Just then, a woman furnishing a strikingly long blond bouncy pony-tail in a smashing dark blue skirt, and might I say equally impressive matching business jacket, whooshed past me in high heels with a remarkably larger suitcase. I looked in awe at her powerful and decisive walking strides as I tried to fathom out how she managed to do it with such energetic ease!

But my gaze was quickly interrupted by another two sprightly dressed managers running at an even faster pace, both pulling their custom designed Samsonite luggage four-wheelers, each embellished with their own names in large gold font.

Then something happened, I know not why, or how, but that’s irrelevant.

For some unpredictable reason, I’d had enough of this torturous pulling task and quickly made a strategic life-changing decision to let go of my suitcase. A few seconds later, this thought vacuole representing all my personal hang-ups dropped to the footpath with a sound deafening thud.

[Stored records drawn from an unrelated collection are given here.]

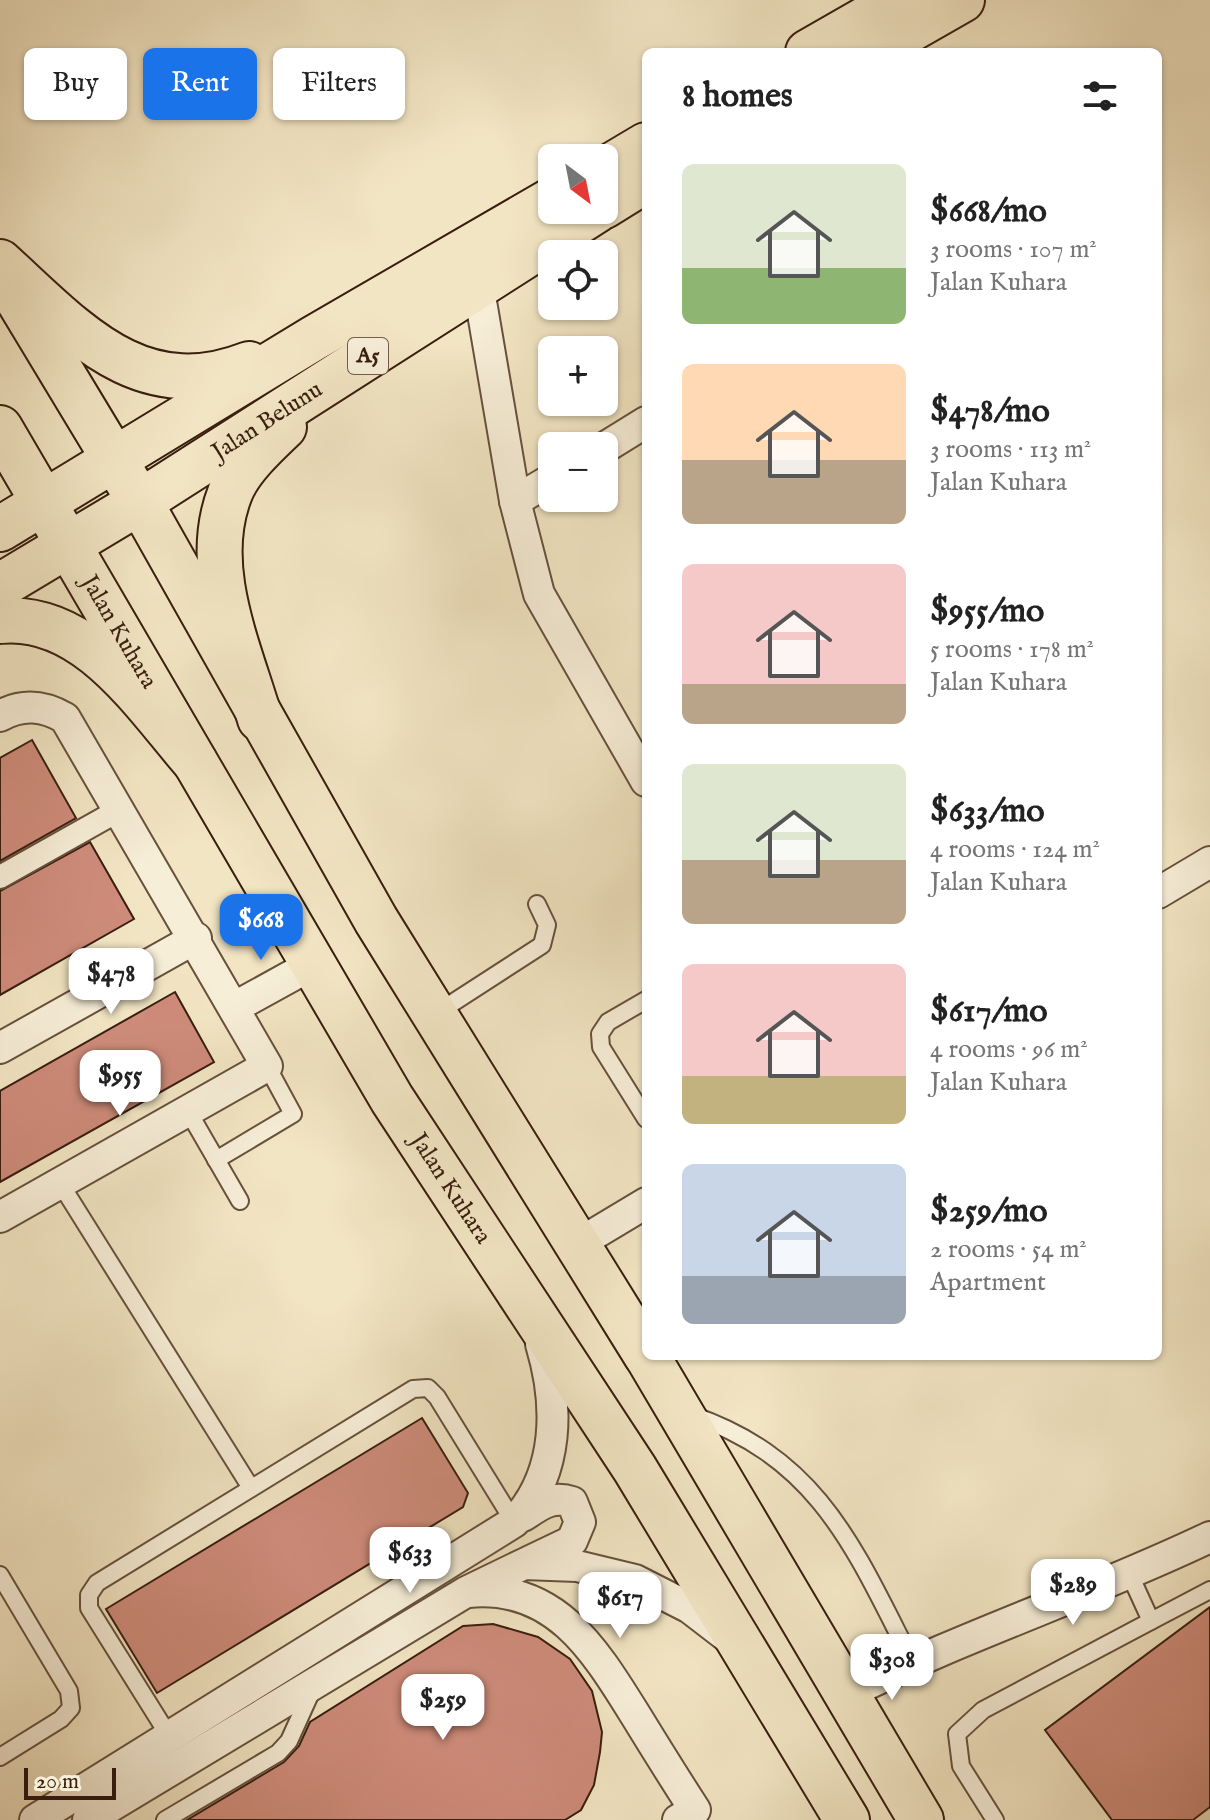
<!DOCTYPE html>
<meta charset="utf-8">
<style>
body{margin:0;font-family:"IM FELL English",serif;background:#f2f2f2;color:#222;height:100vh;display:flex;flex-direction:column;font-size:30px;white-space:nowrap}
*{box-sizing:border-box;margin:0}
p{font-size:26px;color:#767676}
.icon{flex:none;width:44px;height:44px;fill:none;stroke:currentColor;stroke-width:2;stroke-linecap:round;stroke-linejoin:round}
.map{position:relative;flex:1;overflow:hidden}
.sheet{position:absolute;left:642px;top:48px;width:520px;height:1312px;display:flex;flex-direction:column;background:#fff;border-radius:12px;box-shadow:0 2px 6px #0004}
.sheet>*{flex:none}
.guide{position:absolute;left:24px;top:48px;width:498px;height:72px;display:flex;gap:16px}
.needle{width:52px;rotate:148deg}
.buttons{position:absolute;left:538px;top:144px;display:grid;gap:16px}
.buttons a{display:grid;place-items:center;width:80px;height:80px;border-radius:12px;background:#fff;box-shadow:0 2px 6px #0004;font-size:40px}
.scale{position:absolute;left:24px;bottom:20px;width:92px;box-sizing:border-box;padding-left:8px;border:4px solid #391e0f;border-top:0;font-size:22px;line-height:28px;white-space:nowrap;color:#391e0f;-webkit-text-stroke:6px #f7eed8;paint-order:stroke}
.price{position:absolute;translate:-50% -68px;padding:0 18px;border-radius:16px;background:#fff;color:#222;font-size:26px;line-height:52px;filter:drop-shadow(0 2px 4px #0008)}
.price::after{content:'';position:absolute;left:50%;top:48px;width:24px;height:18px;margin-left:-12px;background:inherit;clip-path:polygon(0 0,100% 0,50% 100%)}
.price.selected{background:#1a73e8;color:#fff}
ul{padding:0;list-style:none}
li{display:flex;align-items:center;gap:24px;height:200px;padding:0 40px}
li span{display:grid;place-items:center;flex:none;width:224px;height:160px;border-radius:12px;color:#555}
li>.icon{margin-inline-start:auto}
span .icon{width:96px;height:96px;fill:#fffc;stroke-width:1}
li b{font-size:34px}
h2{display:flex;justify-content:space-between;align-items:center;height:96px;padding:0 40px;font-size:34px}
.tag{padding:0 28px;border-radius:12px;background:#fff;box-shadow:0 2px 6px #0004;font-size:28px;line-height:72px}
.tag.selected{background:#1a73e8;color:#fff}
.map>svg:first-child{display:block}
.building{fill:#ce8b7a;stroke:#391e0f;stroke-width:2}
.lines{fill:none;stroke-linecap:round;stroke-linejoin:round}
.service-casing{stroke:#67503c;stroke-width:20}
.pedestrian-casing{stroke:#67503c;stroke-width:26}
.minor-casing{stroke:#67503c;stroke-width:34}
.primary-casing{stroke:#391e0f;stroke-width:48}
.trunk-casing{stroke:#391e0f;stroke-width:48}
.service{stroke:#f7eed8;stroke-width:16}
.pedestrian{stroke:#f7eed8;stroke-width:22}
.minor{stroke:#f7eed8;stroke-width:30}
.primary{stroke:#f2e5c3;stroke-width:44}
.trunk{stroke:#f2e5c3;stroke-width:44}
.labels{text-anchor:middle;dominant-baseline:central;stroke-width:6;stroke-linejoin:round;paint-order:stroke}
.shield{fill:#f7eed8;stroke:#725c4b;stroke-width:2}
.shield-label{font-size:22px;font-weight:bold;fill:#391e0f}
.street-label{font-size:24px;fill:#391e0f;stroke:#f7eed8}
</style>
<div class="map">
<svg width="1210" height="1820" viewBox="0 0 1210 1820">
<rect width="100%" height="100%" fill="#f2e5c3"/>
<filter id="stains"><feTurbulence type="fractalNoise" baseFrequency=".0025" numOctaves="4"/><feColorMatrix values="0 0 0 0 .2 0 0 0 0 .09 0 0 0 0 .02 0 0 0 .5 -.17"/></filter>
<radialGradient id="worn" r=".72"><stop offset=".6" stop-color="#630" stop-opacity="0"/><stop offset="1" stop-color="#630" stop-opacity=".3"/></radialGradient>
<g class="building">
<path d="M32,740L76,818L0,861V758Z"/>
<path d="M90,842L134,919L0,995V891Z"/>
<path d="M175,992L214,1062L0,1182V1091Z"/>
<path d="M422,1418L468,1493L463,1507L157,1693L106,1609Z"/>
<path d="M1210,1607V1807L1193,1820H1112L1045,1730Z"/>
<path d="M493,1624L538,1637L570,1659L592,1691L602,1732L600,1752L594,1785L581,1810L565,1820H187L284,1762L299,1746L310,1722L463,1626Z"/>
</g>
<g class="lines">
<g class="service-casing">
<g id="service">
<path d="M646,1000L608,1022L600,1034L601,1047L646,1119"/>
<path d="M437,1013L542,945L547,925L537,904"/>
<path d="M188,1111L240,1201"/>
<path d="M216,1160L293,1114L267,1066"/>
<path d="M60,1183L251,1488"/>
<path d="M692,1415C820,1459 855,1550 912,1661"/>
<path d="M0,1575L69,1691L71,1708L61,1719L0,1757"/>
<path d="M1130,1575L1151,1621L1210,1590"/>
<path d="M169,1736L89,1608V1595L97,1583L413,1389L428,1388L437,1397L514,1522"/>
<path d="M165,1820L278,1753L289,1741L313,1688"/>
<path d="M995,1820L961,1766L957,1734L983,1710L1151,1621"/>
</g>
</g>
<g class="pedestrian-casing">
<path id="pedestrian" d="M0,877L121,809"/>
</g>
<g class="minor-casing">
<g id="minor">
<path d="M478,284L515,501L539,594L646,781"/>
<path d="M604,448L646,422"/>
<path d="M515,501L552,479"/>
<path d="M0,716C23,703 44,706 65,718L267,1066L0,1217"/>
<path d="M1158,893L1210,862"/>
<path d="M235,1007L313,964"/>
<path d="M0,1048L196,938"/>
<path d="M576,1245L646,1203"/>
<path d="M523,1516C540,1505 552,1495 572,1502L580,1522L572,1541L528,1562"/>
<path d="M468,1592C556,1583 596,1652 636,1716C655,1747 675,1779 695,1810L678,1820"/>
<path d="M847,1694C965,1635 1091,1594 1210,1537"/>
<path d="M35,1820L514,1522C560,1473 559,1404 541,1344"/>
<path d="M88,1820L466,1592L524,1564L577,1566L635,1580L690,1608L729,1638"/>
</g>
</g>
<g class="primary-casing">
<g id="primary">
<path d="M0,270L140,502L376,920L646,1355"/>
<path id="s1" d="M0,428L392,1099L635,1469L847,1820"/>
<path d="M647,1356L921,1820"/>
</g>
</g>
<g class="trunk-casing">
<g id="trunk">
<path d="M808,52L899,0"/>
<path d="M871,52L962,0"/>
<path d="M604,170L646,145"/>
<path d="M604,206L646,180"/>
<path d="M0,262C75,330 139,407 249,364"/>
<path d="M0,529L314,338L552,200"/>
<path id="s2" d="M0,586L140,502L597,210"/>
<path d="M0,621C87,612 145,705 195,762"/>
<path d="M260,719C239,647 201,567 230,493C239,469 265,445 284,427"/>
</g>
</g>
<use href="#service" class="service"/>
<use href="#pedestrian" class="pedestrian"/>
<use href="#minor" class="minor"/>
<use href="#primary" class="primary"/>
<use href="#trunk" class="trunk"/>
</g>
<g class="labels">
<rect class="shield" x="348" y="338" width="40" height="36" rx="6"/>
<g class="shield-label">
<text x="368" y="356">A5</text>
</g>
<g class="street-label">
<text stroke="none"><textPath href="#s2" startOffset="314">Jalan Belunu</textPath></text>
<text stroke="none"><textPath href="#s1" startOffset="236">Jalan Kuhara</textPath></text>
<text stroke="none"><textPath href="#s1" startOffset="884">Jalan Kuhara</textPath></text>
</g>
</g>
<rect width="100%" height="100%" filter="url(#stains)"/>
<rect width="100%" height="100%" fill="url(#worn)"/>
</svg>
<div class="buttons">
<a><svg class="needle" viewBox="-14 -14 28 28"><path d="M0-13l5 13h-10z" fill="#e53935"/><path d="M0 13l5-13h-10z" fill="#767676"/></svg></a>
<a><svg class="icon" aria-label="locate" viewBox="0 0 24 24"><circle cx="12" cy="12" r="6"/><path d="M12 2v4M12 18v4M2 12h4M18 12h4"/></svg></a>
<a>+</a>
<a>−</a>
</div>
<div class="scale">20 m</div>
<b class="price selected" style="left:261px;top:962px">$668</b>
<b class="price" style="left:111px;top:1016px">$478</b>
<b class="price" style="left:120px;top:1118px">$955</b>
<b class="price" style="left:410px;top:1595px">$633</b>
<b class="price" style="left:1073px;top:1627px">$289</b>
<b class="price" style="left:620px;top:1640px">$617</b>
<b class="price" style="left:892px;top:1702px">$308</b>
<b class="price" style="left:443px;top:1742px">$259</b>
<div class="guide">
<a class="tag">Buy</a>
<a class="tag selected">Rent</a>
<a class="tag">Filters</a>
</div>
<section class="sheet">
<h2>8 homes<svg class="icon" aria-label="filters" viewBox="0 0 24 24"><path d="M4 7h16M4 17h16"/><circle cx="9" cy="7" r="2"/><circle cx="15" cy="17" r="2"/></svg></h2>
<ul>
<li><span style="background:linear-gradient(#dfe7d0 65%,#8fb573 0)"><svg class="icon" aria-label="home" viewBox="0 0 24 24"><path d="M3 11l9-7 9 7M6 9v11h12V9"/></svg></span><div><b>$668/mo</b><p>3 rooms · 107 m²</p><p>Jalan Kuhara</p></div></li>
<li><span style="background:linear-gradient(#ffd9b3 60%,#b9a48a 0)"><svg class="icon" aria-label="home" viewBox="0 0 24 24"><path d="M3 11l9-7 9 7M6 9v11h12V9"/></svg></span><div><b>$478/mo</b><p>3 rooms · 113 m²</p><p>Jalan Kuhara</p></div></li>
<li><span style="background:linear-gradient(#f6c9c9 75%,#b9a48a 0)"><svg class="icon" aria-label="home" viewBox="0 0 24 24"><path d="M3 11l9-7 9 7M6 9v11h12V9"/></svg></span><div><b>$955/mo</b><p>5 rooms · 178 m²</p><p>Jalan Kuhara</p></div></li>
<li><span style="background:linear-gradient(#dfe7d0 60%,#b9a48a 0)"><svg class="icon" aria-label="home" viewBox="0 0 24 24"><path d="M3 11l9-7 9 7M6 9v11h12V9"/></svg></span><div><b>$633/mo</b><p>4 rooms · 124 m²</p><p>Jalan Kuhara</p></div></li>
<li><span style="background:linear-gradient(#f6c9c9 70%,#c2b280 0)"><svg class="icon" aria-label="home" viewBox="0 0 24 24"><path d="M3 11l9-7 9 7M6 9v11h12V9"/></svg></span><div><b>$617/mo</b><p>4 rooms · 96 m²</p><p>Jalan Kuhara</p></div></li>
<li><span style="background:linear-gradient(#c9d6e8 70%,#9aa5b1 0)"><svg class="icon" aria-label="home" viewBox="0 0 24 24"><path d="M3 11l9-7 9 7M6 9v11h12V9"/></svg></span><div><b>$259/mo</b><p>2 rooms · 54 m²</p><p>Apartment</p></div></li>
</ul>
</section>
</div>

Everyone around me on the pristinely manicured corporate pathway of business life immediately stopped at this most unexpected strange sight. Many of my work colleagues looked dumbfounded as they tried to comprehend my unforeseen spontaneous action. Those that despised any change in their corporate routine passionately pleaded with me to quickly bend down and pick up my personal baggage, before it was too late to correct. They had obviously assumed that I must have made some unprecedented forgetful error of judgement, or I was suffering the result of various undiagnosed terminal medical conditions.

But it was no mistake.

“Are you OK? How do you feel?”

Questions exploring my sanity repeatedly permeated from all the travellers on the well-worn corporate path. A crowd had now gathered resulting in massive suitcase puller traffic chaos that continued to radiate in an exponentially increasing larger circumference. As the minutes progressed, more and more office workers quickly became entangled in my individual thought encapsulated suitcase stoppage.

Eventually, as my shock subsided, I was able to talk, and the words just naturally came out.

“I feel spiffily brilliant! A mind deadening tumorous weight that has been curiously burdening, and labelling me, for all my working life has now been lifted. More importantly, no longer will I carry the mistakes from my past. From now on, I will start each working day with no encumbrances! I can only urge, and encourage all of you, to join me in experiencing this unique thinking sensation!”

Then to my surprise, one by one, those on the corporate footpath of professional life slowly started unshackling their tightly gripped hands from their own emotional chains of longstanding baggage ownership. A few minutes later, the once neat business path now resembled a crowded luggage carousel at London’s Heathrow airport where a stockpile of randomly placed suitcases littered the path’s perimeter extremities!

The sound of joy, laughter and intoxicating chatter quickly prevailed and reverberated through the surrounding corporate environment as no one elected to pick up their once owned thought baggage.

And so it remained from that eventful day forth.

So next time you travel on business, have a good look at your luggage, and remember with confident assurance that your past has no influence on your future, however, you do need to make the decision to consciously let go of the handle, and never look back.